Exercise aim: Look through the records below for the line with "position:relative; width:1614px; height:797px;" and the line with "translate:-50% -50%; white-space:nowrap;", then return those lines and all lines between, exactly.

= = = =

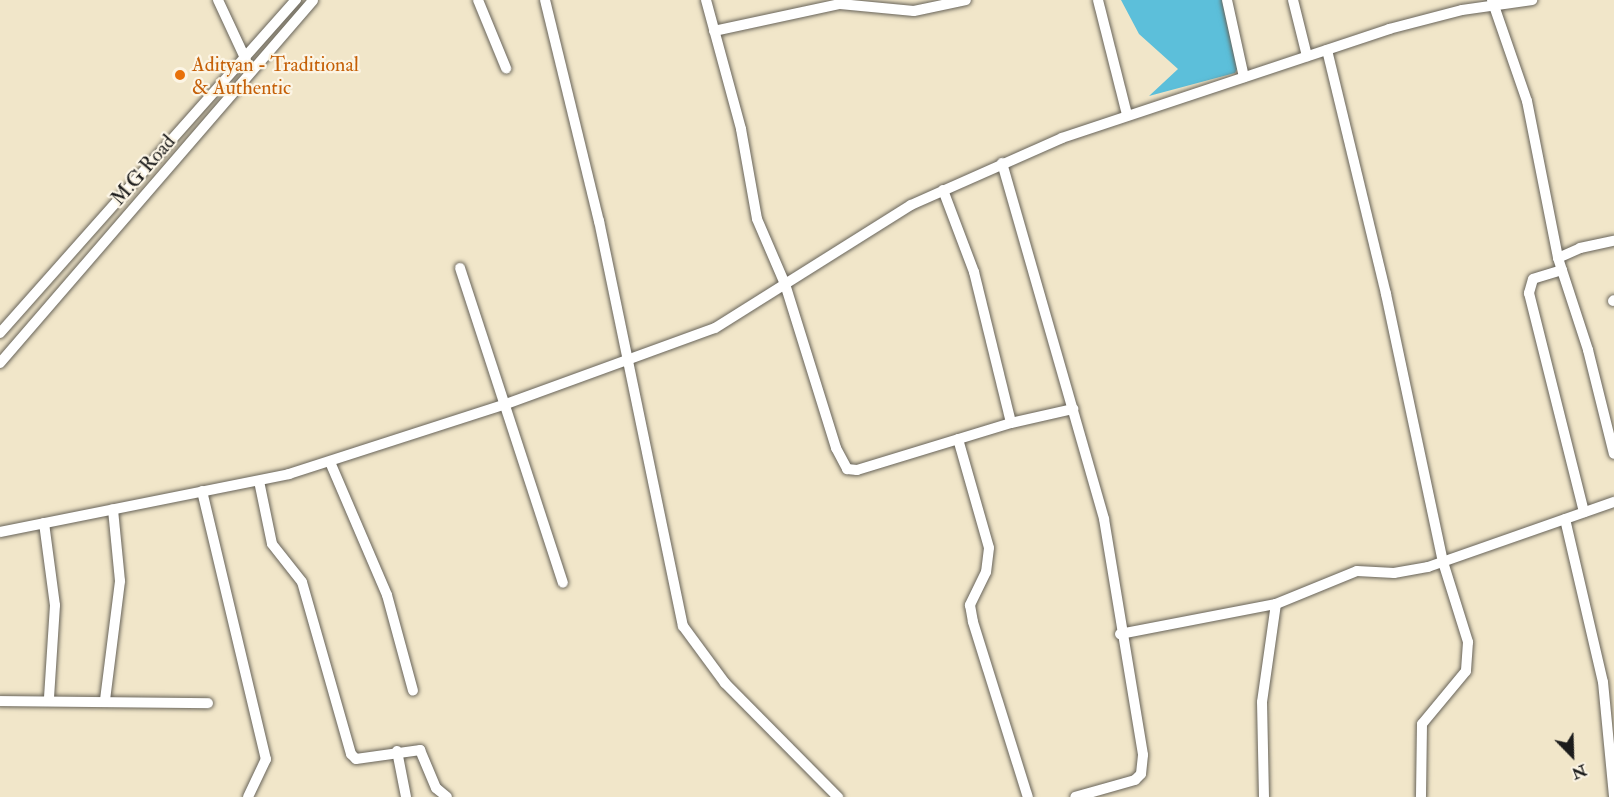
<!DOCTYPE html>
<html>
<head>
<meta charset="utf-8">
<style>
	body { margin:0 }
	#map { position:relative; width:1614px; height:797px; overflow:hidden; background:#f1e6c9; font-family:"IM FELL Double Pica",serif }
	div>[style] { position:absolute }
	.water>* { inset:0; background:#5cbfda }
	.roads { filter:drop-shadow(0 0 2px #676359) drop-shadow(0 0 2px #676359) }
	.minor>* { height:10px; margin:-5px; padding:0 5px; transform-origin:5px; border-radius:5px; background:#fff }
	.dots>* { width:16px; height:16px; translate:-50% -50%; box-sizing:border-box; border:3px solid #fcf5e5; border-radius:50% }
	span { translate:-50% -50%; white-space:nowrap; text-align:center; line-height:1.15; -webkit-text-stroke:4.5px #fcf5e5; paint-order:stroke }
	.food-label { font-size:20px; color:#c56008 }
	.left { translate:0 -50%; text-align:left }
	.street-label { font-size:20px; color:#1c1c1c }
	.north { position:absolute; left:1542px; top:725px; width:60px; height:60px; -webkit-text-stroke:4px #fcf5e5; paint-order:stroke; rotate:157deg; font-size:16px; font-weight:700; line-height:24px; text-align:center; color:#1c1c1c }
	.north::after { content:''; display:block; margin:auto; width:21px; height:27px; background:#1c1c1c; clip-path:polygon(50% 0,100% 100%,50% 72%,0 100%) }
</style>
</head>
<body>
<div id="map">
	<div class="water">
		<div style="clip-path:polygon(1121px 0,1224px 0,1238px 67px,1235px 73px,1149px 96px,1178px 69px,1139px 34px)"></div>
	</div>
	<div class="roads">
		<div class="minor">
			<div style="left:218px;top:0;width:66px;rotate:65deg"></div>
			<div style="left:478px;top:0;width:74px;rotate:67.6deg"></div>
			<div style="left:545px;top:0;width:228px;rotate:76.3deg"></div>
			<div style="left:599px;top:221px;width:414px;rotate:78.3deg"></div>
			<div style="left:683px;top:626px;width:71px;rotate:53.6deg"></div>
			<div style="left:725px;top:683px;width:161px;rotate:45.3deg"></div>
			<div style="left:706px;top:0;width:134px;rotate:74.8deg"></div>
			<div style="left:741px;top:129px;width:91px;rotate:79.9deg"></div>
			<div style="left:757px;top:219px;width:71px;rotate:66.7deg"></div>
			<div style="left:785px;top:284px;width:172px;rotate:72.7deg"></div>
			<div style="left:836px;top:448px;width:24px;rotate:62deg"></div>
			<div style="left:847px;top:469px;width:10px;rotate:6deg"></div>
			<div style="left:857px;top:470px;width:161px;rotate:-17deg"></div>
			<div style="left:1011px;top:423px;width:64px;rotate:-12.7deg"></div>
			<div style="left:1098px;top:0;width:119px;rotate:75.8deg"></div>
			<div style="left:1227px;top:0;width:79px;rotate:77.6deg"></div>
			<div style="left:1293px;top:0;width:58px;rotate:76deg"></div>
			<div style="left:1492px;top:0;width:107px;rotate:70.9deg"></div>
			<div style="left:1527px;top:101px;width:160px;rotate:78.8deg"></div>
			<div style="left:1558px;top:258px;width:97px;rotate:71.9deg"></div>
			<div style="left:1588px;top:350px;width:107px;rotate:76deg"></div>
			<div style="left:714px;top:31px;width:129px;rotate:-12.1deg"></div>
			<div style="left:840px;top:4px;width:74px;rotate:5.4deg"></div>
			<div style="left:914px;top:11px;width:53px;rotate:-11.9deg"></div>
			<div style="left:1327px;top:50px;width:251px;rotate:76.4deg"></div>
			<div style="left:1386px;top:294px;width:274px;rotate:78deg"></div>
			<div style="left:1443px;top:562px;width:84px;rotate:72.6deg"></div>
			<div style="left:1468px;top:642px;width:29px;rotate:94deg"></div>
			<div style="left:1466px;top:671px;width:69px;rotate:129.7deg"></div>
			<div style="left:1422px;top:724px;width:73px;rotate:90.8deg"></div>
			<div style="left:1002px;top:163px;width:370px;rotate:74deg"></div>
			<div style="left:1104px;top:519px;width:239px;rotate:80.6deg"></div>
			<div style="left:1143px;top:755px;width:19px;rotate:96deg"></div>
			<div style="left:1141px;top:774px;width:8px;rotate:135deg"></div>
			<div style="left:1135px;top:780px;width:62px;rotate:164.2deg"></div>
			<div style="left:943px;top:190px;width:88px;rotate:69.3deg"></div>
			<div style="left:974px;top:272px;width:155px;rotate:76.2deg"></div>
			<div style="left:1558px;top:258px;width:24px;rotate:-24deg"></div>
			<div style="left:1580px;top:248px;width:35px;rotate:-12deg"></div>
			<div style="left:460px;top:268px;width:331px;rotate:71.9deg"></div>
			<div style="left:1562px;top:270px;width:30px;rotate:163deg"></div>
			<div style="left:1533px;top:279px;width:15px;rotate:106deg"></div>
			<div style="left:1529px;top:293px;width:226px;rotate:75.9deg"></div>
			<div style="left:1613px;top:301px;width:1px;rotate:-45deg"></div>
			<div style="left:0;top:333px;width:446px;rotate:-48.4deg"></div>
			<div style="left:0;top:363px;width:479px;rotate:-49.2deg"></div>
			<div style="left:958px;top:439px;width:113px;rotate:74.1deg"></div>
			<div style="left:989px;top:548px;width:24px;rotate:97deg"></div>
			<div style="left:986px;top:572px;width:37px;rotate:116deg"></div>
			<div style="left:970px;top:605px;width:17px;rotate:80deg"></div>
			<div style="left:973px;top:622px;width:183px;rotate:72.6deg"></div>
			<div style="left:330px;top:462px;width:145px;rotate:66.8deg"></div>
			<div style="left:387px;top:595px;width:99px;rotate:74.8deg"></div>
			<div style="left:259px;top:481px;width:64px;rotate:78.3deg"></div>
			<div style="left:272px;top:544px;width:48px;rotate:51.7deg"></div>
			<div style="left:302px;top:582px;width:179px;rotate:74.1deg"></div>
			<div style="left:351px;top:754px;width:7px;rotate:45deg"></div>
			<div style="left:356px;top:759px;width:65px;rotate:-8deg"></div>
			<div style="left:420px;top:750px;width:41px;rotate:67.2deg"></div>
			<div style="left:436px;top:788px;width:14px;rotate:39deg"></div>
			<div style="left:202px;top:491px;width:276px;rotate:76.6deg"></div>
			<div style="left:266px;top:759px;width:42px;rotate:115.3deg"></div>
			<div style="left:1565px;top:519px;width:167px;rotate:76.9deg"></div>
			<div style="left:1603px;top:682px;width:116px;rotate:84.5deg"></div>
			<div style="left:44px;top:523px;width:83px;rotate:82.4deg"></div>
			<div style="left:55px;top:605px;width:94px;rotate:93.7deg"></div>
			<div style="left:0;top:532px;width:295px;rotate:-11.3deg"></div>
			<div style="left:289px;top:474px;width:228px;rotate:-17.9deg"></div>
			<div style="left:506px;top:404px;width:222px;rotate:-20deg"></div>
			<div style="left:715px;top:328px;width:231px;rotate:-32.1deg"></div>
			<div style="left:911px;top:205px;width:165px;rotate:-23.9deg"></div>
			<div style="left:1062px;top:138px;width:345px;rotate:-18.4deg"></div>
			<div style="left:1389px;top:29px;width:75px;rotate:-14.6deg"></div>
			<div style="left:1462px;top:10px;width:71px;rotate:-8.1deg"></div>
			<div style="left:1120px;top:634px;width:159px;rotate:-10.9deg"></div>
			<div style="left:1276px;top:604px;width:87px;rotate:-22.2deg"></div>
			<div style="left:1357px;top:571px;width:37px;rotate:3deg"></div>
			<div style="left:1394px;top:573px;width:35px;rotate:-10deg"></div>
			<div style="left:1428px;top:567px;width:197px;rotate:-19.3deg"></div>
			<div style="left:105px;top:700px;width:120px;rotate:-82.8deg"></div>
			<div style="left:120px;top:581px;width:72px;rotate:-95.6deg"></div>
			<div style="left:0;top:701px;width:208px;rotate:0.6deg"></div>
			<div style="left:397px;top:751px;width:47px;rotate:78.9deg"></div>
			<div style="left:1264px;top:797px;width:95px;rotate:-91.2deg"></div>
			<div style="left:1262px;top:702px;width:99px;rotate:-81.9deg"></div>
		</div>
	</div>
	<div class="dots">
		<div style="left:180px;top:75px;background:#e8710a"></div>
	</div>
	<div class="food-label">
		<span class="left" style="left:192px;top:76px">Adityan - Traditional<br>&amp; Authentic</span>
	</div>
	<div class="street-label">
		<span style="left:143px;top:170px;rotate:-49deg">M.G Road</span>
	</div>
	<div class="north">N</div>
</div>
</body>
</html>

= = = =

Output for this task:
	#map { position:relative; width:1614px; height:797px; overflow:hidden; background:#f1e6c9; font-family:"IM FELL Double Pica",serif }
	div>[style] { position:absolute }
	.water>* { inset:0; background:#5cbfda }
	.roads { filter:drop-shadow(0 0 2px #676359) drop-shadow(0 0 2px #676359) }
	.minor>* { height:10px; margin:-5px; padding:0 5px; transform-origin:5px; border-radius:5px; background:#fff }
	.dots>* { width:16px; height:16px; translate:-50% -50%; box-sizing:border-box; border:3px solid #fcf5e5; border-radius:50% }
	span { translate:-50% -50%; white-space:nowrap; text-align:center; line-height:1.15; -webkit-text-stroke:4.5px #fcf5e5; paint-order:stroke }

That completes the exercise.